Литовская крепость. 25

25.

Феодор так устал от бдительности Фетиньи и ответственного надзора отца Севастьяна, что очень обрадовался, когда Олехно Савич и Ян Щит отпросили его погулять по крепости. Они вместе поднялись на стену, чтобы полюбоваться с крепостной башни окрестностями. Под самой крышей ласточки, свившие себе гнёзда, с писком влетали в них и вылетали обратно. Некоторые потешно вертели головками, выглядывая из полукруглых построек, слепленных ими из кусочков глины. Стоявший на башне стражник был занят своим делом и не мешал им.

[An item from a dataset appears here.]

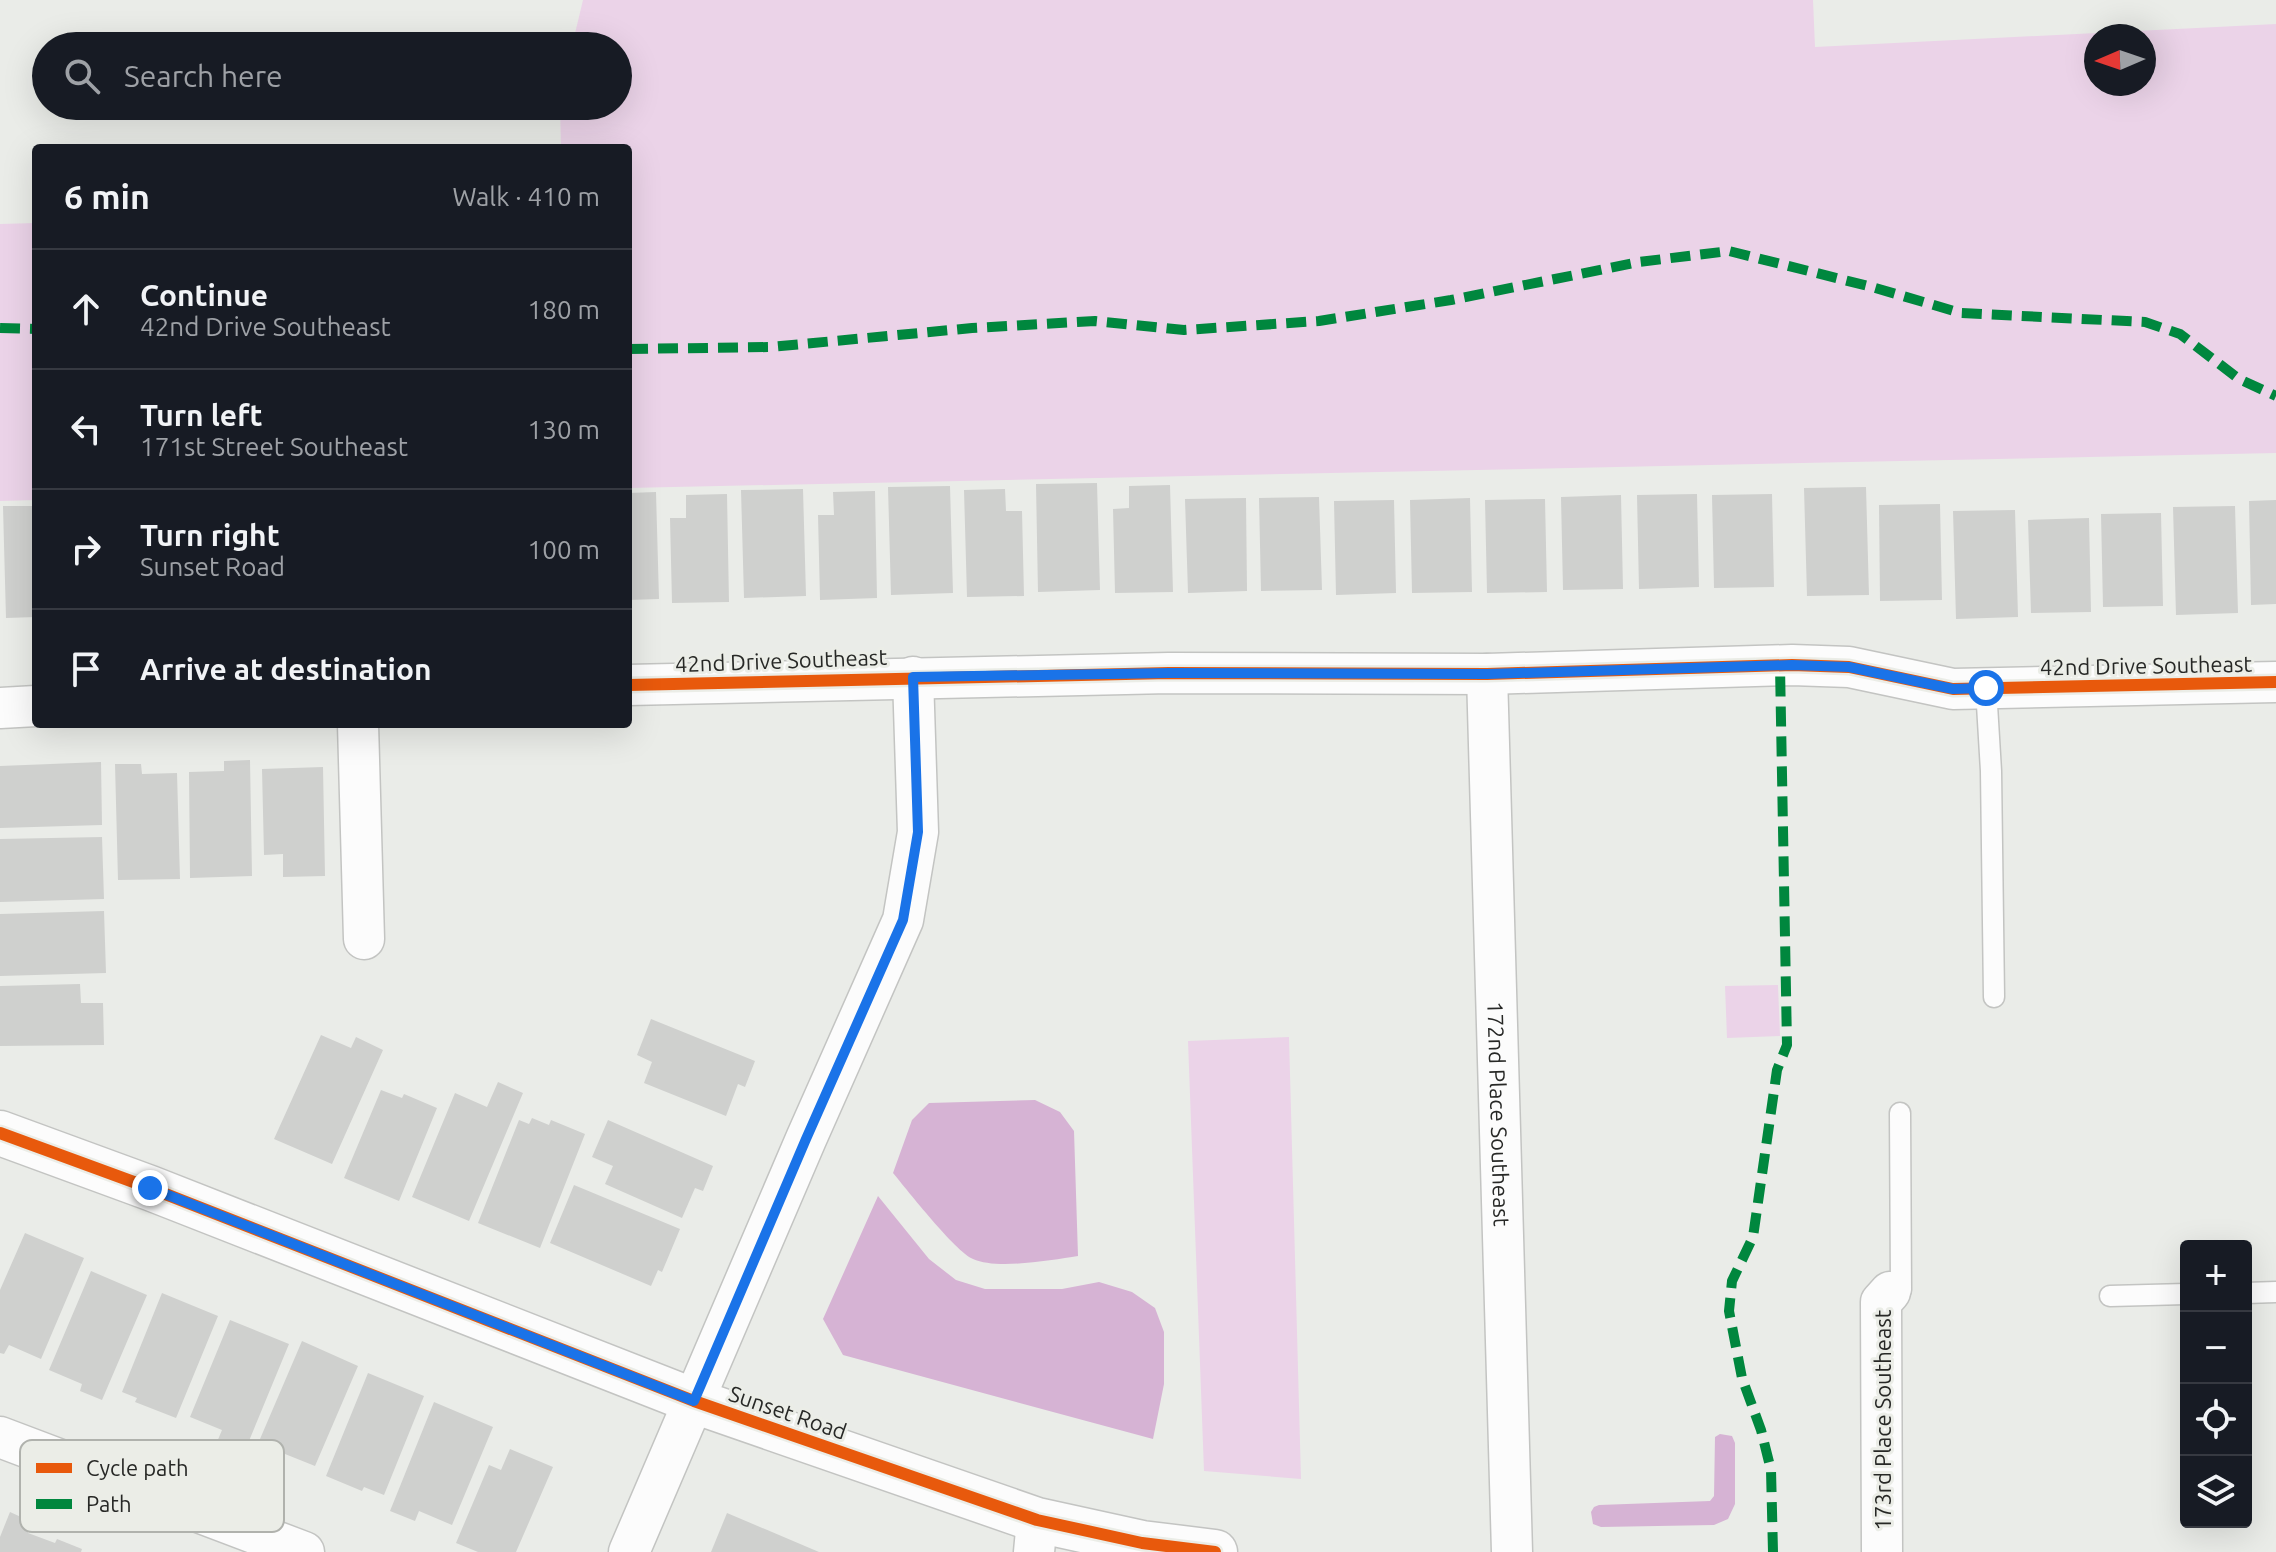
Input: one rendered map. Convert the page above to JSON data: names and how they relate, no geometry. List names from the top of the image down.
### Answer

В этот день к наместнику прибыл гонец из столицы. Сверху им было видно, как он проскакал на взмыленном коне, спрыгнул, выкрикнув что-то и  на ходу бросив поводья подбежавшим боярам, а затем направился в канцелярскую избу. Вскоре туда важно прошествовал Иов Васильевич Рагоза. По пути он вляпался новыми сапогами в куриный помет и произнёс бурную речь, обращённую к двум боярам, стоявшим на часах, о том, что крепость – это боевое сооружение, а не бабкин огород. Однако, узнав, что поутру здесь щипали траву его куры, чьей обязанностью было снабжать стол подвоеводы свежими яйцами и мясом, Рагоза заявил:
–Мозгов у этих птиц почти нет, недаром же говорят о тупице, что у него «куриные мозги», стало быть, какой с них спрос?
Посмеявшись над незадачей Иова Васильевича, приодевшегося на встречу с столичным гостем, Феодор спросил:
–А на каком языке говорил гонец?
–На польском, – ответил Савич.
–Ты его понимаешь? – удивился мальчик.
–Понимаю.
–А ты? – спросил Феодор у Яна.
Тот ответил, что тоже понимает.
–Интересно,  – задумчиво сказал отрок,  – вот мы живем в одном княжестве с поляками, а языки у нас разные. А вот в соседнем Московском княжестве язык похож на тот, что здесь. А знаете почему?
–Почему? – усмехнулся в ус Щит.
–Я думаю потому, что мецняне и московиты православные, а поляки – католики.
–Мальчик мой, дай-ка я пощупаю твой лоб, – с напускной заботой сказал Щит. – Ты слишком долго просидел среди книг отца Севастьяна. Как лекарь, я прописываю тебе много отдыхать, гулять, один раз даже можно в корчме…
–Да ты совсем разум потерял, Ян! – напустился на него Савич. – Чему ты учишь мальчишку?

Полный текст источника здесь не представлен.